"The suspension of civil liberties is a worrisome sign for all citizens, including journalists," CPJ Executive Director Ann Cooper said today. "Already at great risk from both sides of the conflict between Maoists and the government, journalists are now in danger of the kind of heightened abuse by security forces that marked Nepal's last state of emergency, when scores of journalists were unjustly detained and often physically abused."
The king has curtailed basic freedoms, including freedom of the press, the constitutional protection against censorship, and the right against preventive detention, according to a summary of his statement by The Associated Press. He announced his intention to restore a multi-party democracy within three years.
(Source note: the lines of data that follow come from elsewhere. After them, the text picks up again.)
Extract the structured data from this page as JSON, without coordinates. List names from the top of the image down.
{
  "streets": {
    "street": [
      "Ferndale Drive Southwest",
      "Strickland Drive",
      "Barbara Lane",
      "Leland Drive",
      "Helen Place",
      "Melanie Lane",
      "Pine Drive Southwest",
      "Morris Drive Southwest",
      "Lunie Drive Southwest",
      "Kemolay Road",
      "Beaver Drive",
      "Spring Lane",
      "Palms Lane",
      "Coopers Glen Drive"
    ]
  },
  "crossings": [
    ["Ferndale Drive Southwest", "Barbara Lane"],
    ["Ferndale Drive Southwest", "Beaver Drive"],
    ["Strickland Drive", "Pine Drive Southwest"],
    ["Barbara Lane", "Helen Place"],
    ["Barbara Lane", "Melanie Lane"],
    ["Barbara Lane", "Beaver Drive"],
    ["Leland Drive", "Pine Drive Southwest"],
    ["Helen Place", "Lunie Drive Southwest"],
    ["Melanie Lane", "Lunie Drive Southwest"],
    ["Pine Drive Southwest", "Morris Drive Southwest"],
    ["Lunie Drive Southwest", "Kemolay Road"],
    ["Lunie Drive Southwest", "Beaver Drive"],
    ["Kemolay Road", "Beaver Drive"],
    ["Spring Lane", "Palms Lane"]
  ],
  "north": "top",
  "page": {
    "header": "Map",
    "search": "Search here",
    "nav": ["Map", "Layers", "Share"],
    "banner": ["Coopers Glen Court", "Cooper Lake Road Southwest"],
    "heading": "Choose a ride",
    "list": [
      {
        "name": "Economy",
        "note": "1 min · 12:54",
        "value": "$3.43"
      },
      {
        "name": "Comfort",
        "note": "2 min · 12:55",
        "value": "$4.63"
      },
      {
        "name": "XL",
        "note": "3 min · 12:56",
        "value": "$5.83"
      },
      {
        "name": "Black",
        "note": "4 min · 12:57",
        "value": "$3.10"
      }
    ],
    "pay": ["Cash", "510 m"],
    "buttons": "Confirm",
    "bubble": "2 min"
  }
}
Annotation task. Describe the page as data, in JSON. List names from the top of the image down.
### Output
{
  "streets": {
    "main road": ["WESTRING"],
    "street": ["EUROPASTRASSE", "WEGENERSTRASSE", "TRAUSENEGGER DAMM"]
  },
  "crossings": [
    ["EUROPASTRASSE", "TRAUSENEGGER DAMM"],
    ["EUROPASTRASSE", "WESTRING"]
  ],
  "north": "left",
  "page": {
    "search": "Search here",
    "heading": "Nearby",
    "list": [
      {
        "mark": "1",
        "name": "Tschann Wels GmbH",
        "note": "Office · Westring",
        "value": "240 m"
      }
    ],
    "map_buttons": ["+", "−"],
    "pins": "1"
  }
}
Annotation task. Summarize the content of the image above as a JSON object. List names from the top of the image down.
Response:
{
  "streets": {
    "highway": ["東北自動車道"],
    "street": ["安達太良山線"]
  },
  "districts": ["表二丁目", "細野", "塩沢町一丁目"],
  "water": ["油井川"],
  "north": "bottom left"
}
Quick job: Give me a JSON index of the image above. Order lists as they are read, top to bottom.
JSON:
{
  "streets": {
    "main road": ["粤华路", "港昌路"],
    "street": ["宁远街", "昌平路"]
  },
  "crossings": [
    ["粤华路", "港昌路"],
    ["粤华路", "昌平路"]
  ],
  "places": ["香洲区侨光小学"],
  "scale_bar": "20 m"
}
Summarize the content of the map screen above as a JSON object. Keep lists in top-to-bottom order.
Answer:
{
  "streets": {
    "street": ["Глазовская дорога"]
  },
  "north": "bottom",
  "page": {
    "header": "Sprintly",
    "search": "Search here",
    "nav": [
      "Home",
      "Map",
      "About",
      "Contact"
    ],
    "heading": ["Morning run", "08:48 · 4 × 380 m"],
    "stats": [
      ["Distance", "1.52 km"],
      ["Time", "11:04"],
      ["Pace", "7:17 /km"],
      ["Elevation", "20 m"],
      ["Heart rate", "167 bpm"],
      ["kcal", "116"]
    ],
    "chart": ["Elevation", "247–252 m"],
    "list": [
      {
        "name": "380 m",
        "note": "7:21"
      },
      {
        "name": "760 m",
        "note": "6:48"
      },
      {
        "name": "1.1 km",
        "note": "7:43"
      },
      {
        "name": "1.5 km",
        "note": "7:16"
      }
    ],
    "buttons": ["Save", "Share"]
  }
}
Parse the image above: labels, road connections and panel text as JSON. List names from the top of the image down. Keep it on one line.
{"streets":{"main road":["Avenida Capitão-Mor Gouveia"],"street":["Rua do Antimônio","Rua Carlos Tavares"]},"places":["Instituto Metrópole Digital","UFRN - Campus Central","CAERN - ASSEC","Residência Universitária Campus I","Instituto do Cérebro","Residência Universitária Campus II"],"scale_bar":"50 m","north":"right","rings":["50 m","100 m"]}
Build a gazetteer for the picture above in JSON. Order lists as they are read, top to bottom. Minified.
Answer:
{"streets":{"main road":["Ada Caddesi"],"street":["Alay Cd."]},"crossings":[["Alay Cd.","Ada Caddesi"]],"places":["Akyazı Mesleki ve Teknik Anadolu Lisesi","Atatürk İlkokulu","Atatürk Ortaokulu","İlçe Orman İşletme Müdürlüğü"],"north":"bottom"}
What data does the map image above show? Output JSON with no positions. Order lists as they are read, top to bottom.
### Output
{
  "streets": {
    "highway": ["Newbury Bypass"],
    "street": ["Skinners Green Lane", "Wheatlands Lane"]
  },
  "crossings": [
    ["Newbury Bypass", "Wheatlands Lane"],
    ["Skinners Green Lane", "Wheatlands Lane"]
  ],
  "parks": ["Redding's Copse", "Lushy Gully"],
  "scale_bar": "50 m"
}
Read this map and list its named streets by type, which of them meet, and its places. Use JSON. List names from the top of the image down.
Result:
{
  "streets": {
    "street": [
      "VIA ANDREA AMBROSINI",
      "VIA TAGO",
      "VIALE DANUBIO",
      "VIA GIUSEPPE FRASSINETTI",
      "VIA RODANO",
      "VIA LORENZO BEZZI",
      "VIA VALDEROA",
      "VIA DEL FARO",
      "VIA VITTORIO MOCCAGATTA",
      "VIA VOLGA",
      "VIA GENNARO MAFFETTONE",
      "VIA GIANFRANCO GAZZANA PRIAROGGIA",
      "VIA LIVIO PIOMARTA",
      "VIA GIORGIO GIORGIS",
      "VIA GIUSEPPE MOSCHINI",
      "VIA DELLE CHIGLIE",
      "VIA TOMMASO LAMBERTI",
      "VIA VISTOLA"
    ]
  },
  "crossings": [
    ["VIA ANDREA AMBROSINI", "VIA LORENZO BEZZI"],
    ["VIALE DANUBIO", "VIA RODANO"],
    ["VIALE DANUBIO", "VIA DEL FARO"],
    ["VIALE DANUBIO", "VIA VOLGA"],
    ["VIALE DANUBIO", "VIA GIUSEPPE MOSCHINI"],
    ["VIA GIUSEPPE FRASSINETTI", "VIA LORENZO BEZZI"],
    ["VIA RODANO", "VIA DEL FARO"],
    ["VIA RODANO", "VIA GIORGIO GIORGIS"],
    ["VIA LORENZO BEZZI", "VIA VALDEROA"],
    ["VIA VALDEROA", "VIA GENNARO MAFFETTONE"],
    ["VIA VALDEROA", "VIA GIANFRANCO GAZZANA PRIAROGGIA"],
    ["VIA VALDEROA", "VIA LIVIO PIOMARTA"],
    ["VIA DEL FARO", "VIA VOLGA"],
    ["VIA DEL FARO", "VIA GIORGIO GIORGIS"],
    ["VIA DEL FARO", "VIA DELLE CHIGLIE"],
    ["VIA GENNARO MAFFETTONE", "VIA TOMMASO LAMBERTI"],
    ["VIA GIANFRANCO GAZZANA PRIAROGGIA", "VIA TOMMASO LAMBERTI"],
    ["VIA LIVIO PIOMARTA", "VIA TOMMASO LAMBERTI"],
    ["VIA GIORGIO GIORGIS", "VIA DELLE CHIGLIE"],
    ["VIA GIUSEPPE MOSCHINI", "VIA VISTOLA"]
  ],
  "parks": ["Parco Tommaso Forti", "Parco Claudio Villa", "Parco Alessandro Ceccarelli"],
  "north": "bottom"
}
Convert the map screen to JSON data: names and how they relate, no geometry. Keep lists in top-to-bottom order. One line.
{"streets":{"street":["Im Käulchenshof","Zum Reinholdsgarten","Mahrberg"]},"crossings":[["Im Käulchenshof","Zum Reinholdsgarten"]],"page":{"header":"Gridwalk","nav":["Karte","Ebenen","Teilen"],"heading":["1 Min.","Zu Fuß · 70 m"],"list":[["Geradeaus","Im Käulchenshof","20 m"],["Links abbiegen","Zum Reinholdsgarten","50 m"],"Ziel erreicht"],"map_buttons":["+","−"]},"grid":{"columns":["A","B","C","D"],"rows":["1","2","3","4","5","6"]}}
Internet and phone lines have been cut, and Nepal's news Web sites are out of service.
King Gyanendra's censorship of the media was evident in the bland coverage produced today by Nepal's usually outspoken newspapers, according to the BBC. The king's dismissal of Prime Minister Sher Bahadur Deuba's government was reported without critical editorial comment.
Security forces have additional powers during the state of emergency, according to the king's announcement. Even before Tuesday's declaration of a state of emergency, journalists were at risk of preventive detention and abuse by security forces.
Sitaram Parajuli, executive editor of Kathmandu-based Shram weekly, told CPJ last week that he was taken into custody by security forces on December 28, tortured, and held incommunicado for nearly two weeks. He said he was kicked and shocked with electric currents by security forces interrogating him for information about possible Maoist connections.
During the last state of emergency in Nepal, from November 2001 until August 2002, more than 100 journalists were detained by security forces.